NEL GIUDIZIO, LA CORTE DI CASSAZIONE ha affermato che il giudice deve valutare la situazione nel paese di provenienza del richiedente, «con specifico riferimento al peculiare rischio per il diritto alla vita e all’esistenza dignitosa derivante dal degrado ambientale, dal cambiamento climatico o dallo sviluppo insostenibile dell’area», un’ipotesi che non è prevista dalla Convenzione di Ginevra, che è stata scritta quando ancora non si parlava di cambiamenti climatici.
NONOSTANTE L’AUMENTO delle persone in fuga da alluvioni o dalla siccità nessun accordo internazionale o trattato riconosce i rifugiati climatici. Nel 2020 lo ha fatto in via indiretta il Comitato delle Nazioni Unite per i diritti umani di un abitante dell’atollo di Kiribati che aveva chiesto asilo politico in Nuova Zelanda perché la sua isola sta scomparendo a causa dell’innalzamento dell’Oceano, ha stabilito il principio che «chi fugge dal cambiamento climatico non può essere messo in pericolo». La richiesta è stata respinta perché le autorità della Repubblica di Kiribati si stanno attivando, «con l’assistenza della comunità internazionale», «per proteggere e, ove necessario, ricollocare la popolazione».

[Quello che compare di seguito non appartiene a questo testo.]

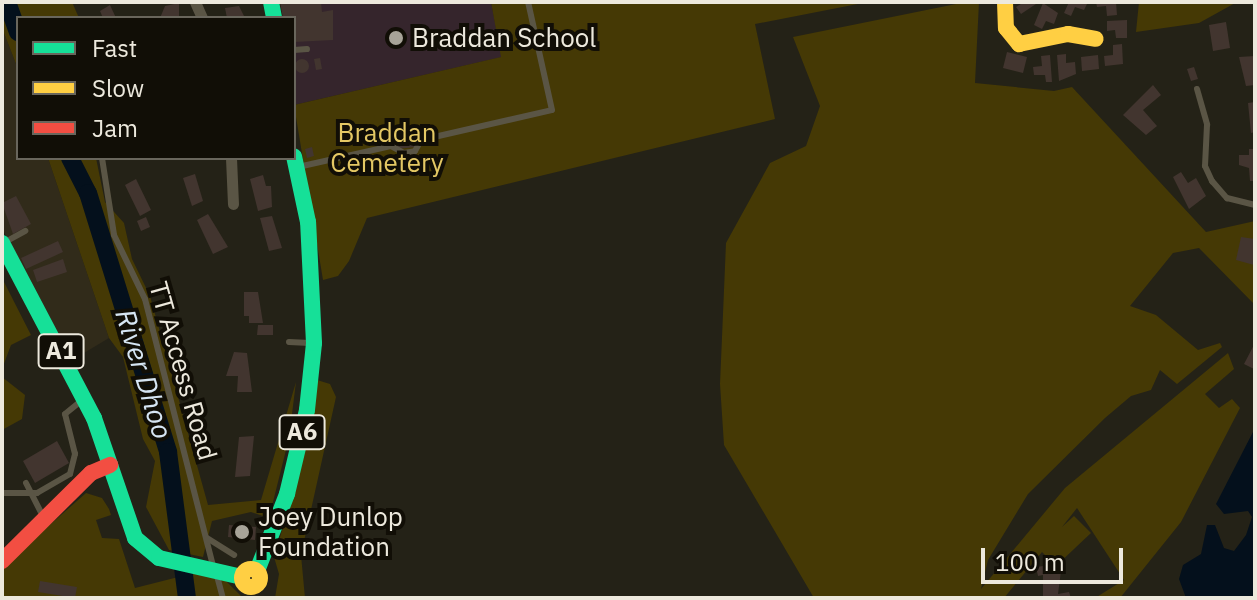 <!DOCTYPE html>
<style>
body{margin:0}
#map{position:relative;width:1257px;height:600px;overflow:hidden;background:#242217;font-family:"IBM Plex Sans",sans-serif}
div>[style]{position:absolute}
.commercial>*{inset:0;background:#312b1a}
.education>*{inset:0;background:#35252c}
.green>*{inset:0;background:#453905}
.water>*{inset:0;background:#04101c}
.river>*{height:18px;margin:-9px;padding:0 9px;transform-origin:9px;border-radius:9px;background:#04101c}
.building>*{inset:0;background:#42352f}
.round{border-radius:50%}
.lane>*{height:6px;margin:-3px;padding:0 3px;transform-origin:3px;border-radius:3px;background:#5a5545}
.street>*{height:11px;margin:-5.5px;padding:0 5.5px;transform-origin:5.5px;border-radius:5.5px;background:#5a5545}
.fast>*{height:16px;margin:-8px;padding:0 8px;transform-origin:8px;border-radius:8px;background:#16e098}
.slow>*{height:16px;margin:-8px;padding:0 8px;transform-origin:8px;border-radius:8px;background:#ffcf43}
.slow>.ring{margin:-8px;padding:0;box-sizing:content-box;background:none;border:16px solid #ffcf43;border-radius:50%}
.jam>*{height:16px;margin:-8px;padding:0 8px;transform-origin:8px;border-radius:8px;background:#f24e42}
.dots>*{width:22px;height:22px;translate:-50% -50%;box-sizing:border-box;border:4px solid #110e06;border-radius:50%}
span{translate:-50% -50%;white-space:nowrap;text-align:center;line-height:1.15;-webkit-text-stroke:8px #110e06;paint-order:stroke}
.shield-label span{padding:2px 6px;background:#110e06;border:2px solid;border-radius:6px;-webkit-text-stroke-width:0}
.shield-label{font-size:24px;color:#ede9dd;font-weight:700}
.poi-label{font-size:26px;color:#ede9dd}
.left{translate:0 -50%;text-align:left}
.park-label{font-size:26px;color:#e4c864}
.street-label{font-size:26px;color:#ede9dd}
.water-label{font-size:28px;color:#d6e5f3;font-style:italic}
.frame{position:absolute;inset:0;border:4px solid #ede9dd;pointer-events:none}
.legend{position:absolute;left:16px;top:16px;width:280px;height:144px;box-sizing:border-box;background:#110e06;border:2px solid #69665c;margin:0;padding:10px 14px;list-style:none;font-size:24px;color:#ede9dd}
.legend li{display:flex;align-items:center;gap:16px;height:40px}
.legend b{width:40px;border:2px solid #69665c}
.scale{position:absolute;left:981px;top:548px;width:142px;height:36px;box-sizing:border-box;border:4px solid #ede9dd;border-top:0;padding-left:10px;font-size:24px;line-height:28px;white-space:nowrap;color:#ede9dd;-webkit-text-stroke:6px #110e06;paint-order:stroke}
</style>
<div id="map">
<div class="commercial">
<i style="clip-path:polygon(2px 28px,18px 69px,18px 158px,48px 158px,109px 338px,69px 362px,2px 228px)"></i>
</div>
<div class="education">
<i style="clip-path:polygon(280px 2px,491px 2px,502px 57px,294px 105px,294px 18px)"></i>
</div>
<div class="green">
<i style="clip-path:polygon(2px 2px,72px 2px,79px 18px,18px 18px,18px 69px,2px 28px)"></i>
<i style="clip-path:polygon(491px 2px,868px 2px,755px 24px,775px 119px,367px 218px,349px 261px,338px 276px,323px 280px,294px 105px,501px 57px)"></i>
<i style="clip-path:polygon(966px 2px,979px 2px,975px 83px,1054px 91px,1072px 87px,1206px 232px,1255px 221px,1255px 305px,1199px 248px,1173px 253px,1130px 306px,1156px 315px,1198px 350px,1220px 343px,1222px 347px,1177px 384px,1160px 370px,1151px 390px,1131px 396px,1105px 418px,1028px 494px,988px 560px,981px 589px,1065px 488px,1228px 353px,1234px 369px,1205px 394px,1219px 408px,1232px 399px,1240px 408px,1181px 522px,1120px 598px,1095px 598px,1124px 580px,1077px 508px,1062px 527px,1074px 516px,1091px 533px,1056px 566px,1042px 552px,1004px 598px,814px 598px,724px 445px,720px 384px,726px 243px,770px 163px,806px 146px,820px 106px,793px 37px)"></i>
<i style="clip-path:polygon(1139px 2px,1237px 2px,1199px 23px,1136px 32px)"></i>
<i style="clip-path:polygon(48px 158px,96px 158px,105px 202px,124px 223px,132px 259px,150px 296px,208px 505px,261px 500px,296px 382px,289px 438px,269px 518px,251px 512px,212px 521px,203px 557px,169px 550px,146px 507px,155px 461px,143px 439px,123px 357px,109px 338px)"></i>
<i style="clip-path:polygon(2px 278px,31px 335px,11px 345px,2px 369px)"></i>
<i style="clip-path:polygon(2px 377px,25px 395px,22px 419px,2px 430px)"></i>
<i style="clip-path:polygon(317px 380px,330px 384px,336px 397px,301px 555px,305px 598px,275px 598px,279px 574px,274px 557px,295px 487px)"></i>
<i style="clip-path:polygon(86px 493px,102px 498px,109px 509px,111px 515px,96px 520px,102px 538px,119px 539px,135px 588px,198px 572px,226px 581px,243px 598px,2px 598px,2px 567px)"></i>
</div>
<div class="water">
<i style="clip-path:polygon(1255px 428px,1255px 598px,1186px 598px,1179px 579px,1183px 565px,1201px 554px,1207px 525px,1215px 525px,1224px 548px,1234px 551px,1246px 535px,1252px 517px,1248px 511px,1224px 514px,1216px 504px)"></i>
</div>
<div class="river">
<i style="left:7px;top:2px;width:32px;rotate:70deg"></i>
<i style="left:70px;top:158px;width:39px;rotate:63deg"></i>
<i style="left:88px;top:193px;width:271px;rotate:72.8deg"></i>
<i style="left:168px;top:452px;width:147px;rotate:82.6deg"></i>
</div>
<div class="building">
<i style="clip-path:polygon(280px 2px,321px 2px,322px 12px,333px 10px,333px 40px,294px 42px,294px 18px,283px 18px)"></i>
<i style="clip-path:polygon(1024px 2px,1039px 2px,1021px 14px,1016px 7px)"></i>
<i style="clip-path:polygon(1069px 2px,1088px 2px,1084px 10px,1075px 7px,1071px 16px,1064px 13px)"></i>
<i style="clip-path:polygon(1096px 2px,1116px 2px,1117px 15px,1107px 16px,1106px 6px,1097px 7px)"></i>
<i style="clip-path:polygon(179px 3px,179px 18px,160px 18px,165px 6px)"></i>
<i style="clip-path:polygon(1043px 3px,1058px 13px,1054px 24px,1046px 21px,1042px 29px,1034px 25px)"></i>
<i style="clip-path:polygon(110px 5px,116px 18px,103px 18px,100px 11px)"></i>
<i style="clip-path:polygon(239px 6px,245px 18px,227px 18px,225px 8px)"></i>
<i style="clip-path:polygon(1127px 20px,1127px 38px,1116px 38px,1115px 30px,1107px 31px,1107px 21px)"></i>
<i style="clip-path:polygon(1226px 22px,1230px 48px,1213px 51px,1209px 25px)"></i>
<i style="clip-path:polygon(1122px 44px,1123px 64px,1105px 66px,1104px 56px,1113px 55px,1113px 45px)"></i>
<i style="clip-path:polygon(1007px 52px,1027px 57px,1023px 73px,1003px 68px)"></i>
<i style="clip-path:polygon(1066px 54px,1066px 63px,1075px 62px,1076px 74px,1059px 81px,1057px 55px)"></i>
<i style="clip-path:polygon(1050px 55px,1052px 82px,1046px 82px,1045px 75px,1034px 75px,1033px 67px,1042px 66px,1041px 56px)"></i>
<i style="clip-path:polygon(1098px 55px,1099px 69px,1082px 71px,1081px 57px)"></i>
<i style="clip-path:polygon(1255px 56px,1255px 85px,1246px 86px,1239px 57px)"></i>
<i style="clip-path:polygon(320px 58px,322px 69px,316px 70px,314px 59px)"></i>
<i class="round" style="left:295px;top:59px;width:14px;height:14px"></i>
<i style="clip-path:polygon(1194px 67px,1198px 79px,1191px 81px,1187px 69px)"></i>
<i style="clip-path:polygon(1153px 85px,1161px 95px,1143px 110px,1157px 126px,1146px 135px,1123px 115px)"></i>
<i style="clip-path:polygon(1255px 102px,1255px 132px,1251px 133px,1248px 103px)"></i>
<i style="clip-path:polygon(415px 139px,416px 147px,397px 149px,396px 142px)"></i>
<i style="clip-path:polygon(312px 147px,314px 156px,307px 158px,305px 149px)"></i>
<i style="clip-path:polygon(1249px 149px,1255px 149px,1255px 181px,1250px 181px,1249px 168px,1239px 165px,1239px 155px,1249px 155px)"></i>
<i style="clip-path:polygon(1181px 172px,1188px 183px,1196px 178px,1206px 196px,1189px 209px,1173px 177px)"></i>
<i style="clip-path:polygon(195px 174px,203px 201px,192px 206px,183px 178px)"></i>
<i style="clip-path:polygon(263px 175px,266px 186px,271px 186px,272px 207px,258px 211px,250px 179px)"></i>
<i style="clip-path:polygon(136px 179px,151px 210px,140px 216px,125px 185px)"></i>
<i style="clip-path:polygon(16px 196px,31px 224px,13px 234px,2px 203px)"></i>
<i style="clip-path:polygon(208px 214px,228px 247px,213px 254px,197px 220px)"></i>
<i style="clip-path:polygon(272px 216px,282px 248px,269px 251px,260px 218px)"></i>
<i style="clip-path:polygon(146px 217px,150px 227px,141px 231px,137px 221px)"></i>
<i style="clip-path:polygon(1241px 237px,1255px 239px,1254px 265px,1236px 260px)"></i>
<i style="clip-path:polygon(58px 241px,63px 252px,26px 269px,21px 258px)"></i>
<i style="clip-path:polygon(63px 259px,67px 272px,37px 282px,33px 270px)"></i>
<i style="clip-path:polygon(244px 292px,258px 292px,263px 323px,249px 323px,249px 316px,244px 316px)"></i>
<i style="clip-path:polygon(258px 325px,273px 325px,273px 335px,257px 335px)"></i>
<i style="clip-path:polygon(1255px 343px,1255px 367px,1254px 369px,1244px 364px)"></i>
<i style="clip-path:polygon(234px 352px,247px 353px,252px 392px,237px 392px,238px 376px,226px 376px)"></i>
<i style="clip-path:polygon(254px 436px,250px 476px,235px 477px,239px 437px)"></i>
<i style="clip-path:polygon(57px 441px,69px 463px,35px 483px,23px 461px)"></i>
<i style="clip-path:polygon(229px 525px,256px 527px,255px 540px,228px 537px)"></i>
<i style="clip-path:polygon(1051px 565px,1052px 573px,1061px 571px,1058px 594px,1069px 592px,1071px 598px,1043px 598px,1043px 575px,1038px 576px,1036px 567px)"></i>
<i style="clip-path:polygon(40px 581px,77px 587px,75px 598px,38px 592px)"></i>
</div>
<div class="lane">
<i style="left:294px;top:50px;width:13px;rotate:-4deg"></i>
<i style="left:1197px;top:89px;width:37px;rotate:74deg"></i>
<i style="left:1207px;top:125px;width:41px;rotate:92.8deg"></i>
<i style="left:1205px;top:166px;width:17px;rotate:65deg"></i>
<i style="left:1212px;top:181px;width:23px;rotate:49deg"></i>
<i style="left:1227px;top:198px;width:29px;rotate:14deg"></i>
<i style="left:391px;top:146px;width:15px;rotate:28deg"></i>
<i style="left:404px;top:153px;width:11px;rotate:-10deg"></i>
<i style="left:415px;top:151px;width:13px;rotate:-61deg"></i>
<i style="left:102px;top:158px;width:78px;rotate:81.1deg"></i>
<i style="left:114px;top:235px;width:71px;rotate:64.2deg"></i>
<i style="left:145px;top:299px;width:276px;rotate:75.7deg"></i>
<i style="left:298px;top:167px;width:95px;rotate:-12.7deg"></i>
<i style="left:391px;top:146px;width:11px;rotate:-52deg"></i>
<i style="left:398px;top:137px;width:23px;rotate:7deg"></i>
<i style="left:421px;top:140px;width:134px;rotate:-12.9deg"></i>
<i style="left:552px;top:110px;width:111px;rotate:-102.5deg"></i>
<i style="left:7px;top:241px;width:21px;rotate:-29deg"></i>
<i style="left:289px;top:342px;width:21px;rotate:3deg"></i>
<i style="left:26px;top:483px;width:36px;rotate:63deg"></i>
<i style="left:2px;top:493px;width:35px"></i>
<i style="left:37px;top:493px;width:38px;rotate:-30deg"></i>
<i style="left:70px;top:474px;width:21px;rotate:-76deg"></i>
<i style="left:75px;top:454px;width:41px;rotate:-104deg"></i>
<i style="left:65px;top:414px;width:22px;rotate:-39deg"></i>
<i style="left:207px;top:538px;width:32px;rotate:32deg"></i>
<i style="left:217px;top:576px;width:23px;rotate:75deg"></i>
</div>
<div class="street">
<i style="left:195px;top:2px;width:17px;rotate:66deg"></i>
<i style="left:231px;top:158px;width:46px;rotate:87.5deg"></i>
</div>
<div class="fast">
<i style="left:271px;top:2px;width:16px;rotate:79deg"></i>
<i style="left:2px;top:243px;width:198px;rotate:62.3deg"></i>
<i style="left:94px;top:418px;width:127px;rotate:71.1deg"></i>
<i style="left:135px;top:538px;width:31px;rotate:40deg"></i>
<i style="left:159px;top:558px;width:85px;rotate:12.9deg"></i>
<i style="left:257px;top:571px;width:83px;rotate:-68.7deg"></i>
<i style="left:287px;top:494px;width:86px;rotate:-76.6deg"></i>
<i style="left:307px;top:410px;width:67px;rotate:-84deg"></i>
<i style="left:314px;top:343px;width:121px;rotate:-92.8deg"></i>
<i style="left:308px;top:222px;width:67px;rotate:-102deg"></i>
</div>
<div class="slow">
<i style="left:1005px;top:2px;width:26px;rotate:88deg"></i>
<i style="left:1006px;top:28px;width:21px;rotate:51deg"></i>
<i style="left:1019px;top:44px;width:50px;rotate:-11.5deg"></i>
<i style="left:1068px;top:34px;width:28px;rotate:10deg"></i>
<i class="ring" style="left:242px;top:569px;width:2px;height:2px"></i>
</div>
<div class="jam">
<i style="left:2px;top:561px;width:125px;rotate:-44.7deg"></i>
<i style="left:91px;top:473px;width:21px;rotate:-23deg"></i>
</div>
<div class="dots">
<i style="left:396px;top:38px;background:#a7a398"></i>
<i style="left:242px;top:532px;background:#a7a398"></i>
</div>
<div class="shield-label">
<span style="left:61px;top:351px">A1</span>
<span style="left:302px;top:432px">A6</span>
</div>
<div class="poi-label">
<span class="left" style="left:412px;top:38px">Braddan School</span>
<span class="left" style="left:258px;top:532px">Joey Dunlop<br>Foundation</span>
</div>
<div class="park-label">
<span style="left:387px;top:148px">Braddan<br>Cemetery</span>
</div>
<div class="street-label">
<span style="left:183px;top:371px;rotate:74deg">TT Access Road</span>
</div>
<div class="water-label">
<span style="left:144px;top:374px;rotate:73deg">River Dhoo</span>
</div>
<div class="frame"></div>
<ul class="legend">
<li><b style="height:10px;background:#16e098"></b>Fast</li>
<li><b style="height:10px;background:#ffcf43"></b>Slow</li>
<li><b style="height:10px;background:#f24e42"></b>Jam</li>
</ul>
<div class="scale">100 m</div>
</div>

ANCHE IN ITALIA NON ESISTE una legge che regola le migrazioni provocate dai cambiamenti climatici. Al contrario, nel nuovo elenco dei cosiddetti «Paesi terzi sicuri», cioè quelli dai quali i migranti hanno forti limitazioni nella possibilità di chiedere asilo politico, sono stati inseriti paesi come il Bangladesh e l’Egitto, da cui molte persone vanno via a seguito dei danni provocati proprio dal clima.
IN UN RAPPORTO SU «MIGRAZIONI ambientali e crisi climatica» che sarà presentato a Milano il 23 gennaio, l’associazione A Sud sostiene che la decisione di lasciare il paese di origine è legata al «sommarsi di cause diverse e tra loro interconnesse» e questo «rende difficile l’isolamento del motivo climatico-ambientale». Secondo il dossier, una delle ragioni della difficoltà di riconoscerla è la scarsa consapevolezza dei migranti sulle questioni ambientali. Nei racconti dei cittadini del Bangladesh, del Pakistan e di diversi paesi africani presenti nel dossier sono però «ricorrenti i racconti della distruzione, causata da eventi climatici estremi, di case, edifici o beni da cui dipendeva la sussistenza propria o della famiglia».